Mariano, who also chairs the KMP, said that the scheme proposed by the Cojuangco-Aquinos “has practically rendered impossible the break-up and distribution of the Luisita landholdings.”

Under the proposed settlement, the 10,502 farmer-beneficiaries recognized by HLI would be allowed to choose whether to retain their shares of stocks under the SDO or surrender these in exchange for land. Moreover, only around 1,400 hectares out of the 6,500-hectare hacienda, would be distributed. HLI explained this by saying that, under the SDO, the farmers’ shares account for only a third of HLI’s total shares.

Billions in Profit

“At the same time, the Cojuangco-Aquinos will again profit billions of pesos from a so-called sale with the government,” Mariano said.

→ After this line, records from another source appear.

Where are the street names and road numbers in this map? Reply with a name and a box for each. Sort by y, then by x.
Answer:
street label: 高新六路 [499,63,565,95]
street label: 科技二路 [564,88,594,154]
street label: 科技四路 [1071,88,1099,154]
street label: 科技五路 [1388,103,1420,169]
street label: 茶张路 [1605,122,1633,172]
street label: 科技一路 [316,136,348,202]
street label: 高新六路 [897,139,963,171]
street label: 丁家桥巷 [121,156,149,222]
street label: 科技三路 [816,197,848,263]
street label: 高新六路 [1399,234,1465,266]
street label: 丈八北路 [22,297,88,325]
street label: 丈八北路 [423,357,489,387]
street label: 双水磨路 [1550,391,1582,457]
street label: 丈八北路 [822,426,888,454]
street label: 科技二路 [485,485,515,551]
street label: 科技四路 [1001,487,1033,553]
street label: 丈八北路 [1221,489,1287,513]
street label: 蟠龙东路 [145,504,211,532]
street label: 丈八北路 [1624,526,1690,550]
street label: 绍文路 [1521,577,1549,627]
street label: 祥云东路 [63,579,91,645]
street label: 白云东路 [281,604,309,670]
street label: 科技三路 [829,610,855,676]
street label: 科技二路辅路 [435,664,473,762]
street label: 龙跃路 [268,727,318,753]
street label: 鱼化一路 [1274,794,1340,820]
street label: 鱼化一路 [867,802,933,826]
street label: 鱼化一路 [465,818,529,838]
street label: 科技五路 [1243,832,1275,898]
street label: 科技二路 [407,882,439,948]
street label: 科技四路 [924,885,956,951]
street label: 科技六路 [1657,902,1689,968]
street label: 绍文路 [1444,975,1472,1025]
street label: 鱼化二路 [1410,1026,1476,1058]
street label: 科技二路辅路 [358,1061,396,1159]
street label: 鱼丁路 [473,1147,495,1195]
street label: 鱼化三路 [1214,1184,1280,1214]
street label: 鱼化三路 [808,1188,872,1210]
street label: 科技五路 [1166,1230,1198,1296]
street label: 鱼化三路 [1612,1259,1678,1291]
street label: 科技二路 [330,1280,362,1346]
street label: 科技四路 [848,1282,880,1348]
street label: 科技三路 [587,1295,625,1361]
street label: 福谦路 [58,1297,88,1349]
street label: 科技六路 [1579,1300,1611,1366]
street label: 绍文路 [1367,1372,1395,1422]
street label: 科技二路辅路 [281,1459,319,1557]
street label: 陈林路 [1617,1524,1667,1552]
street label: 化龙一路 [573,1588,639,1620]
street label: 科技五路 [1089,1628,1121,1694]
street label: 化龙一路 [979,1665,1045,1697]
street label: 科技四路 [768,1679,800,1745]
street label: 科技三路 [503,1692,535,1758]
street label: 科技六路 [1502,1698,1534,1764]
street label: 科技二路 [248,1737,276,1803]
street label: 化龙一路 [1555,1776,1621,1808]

The Inquirer source was quoted as saying that “the farmers who choose to remain under the SDO would also receive a financial package but they will have to wait for developments because Luisita would undergo a rehabilitation program.”

The source said that around P140 million would be given to farmers to be released “in tranches.” While insisting that the DAR was not privy to the negotiations, the source said that the government would have to pay HLI for the distributed land.

But Mariano said that “the farmers’ 33 percent shares in HLI represent the whole 4,915 hectares of land assets.”

Bais, of Ulwu, insisted the same argument. “The remaining agricultural land must be distributed to the farmers,” he said, adding that portions of the HLI have been converted for other non-agricultural purposes, a conversion the Ulwu considered as a move to reduce the number of hectares that might go to the beneficiaries.

Mariano said the so-called deal confirms that the Cojuangco-Aquinos will never let go of the SDO scheme.

“This newly concocted deceptive and divisive proposal by the Cojuangco-Aquinos, in collaboration with bogus and yellow farmworkers’ organizations, is preposterous and highly unacceptable,” Mariano said.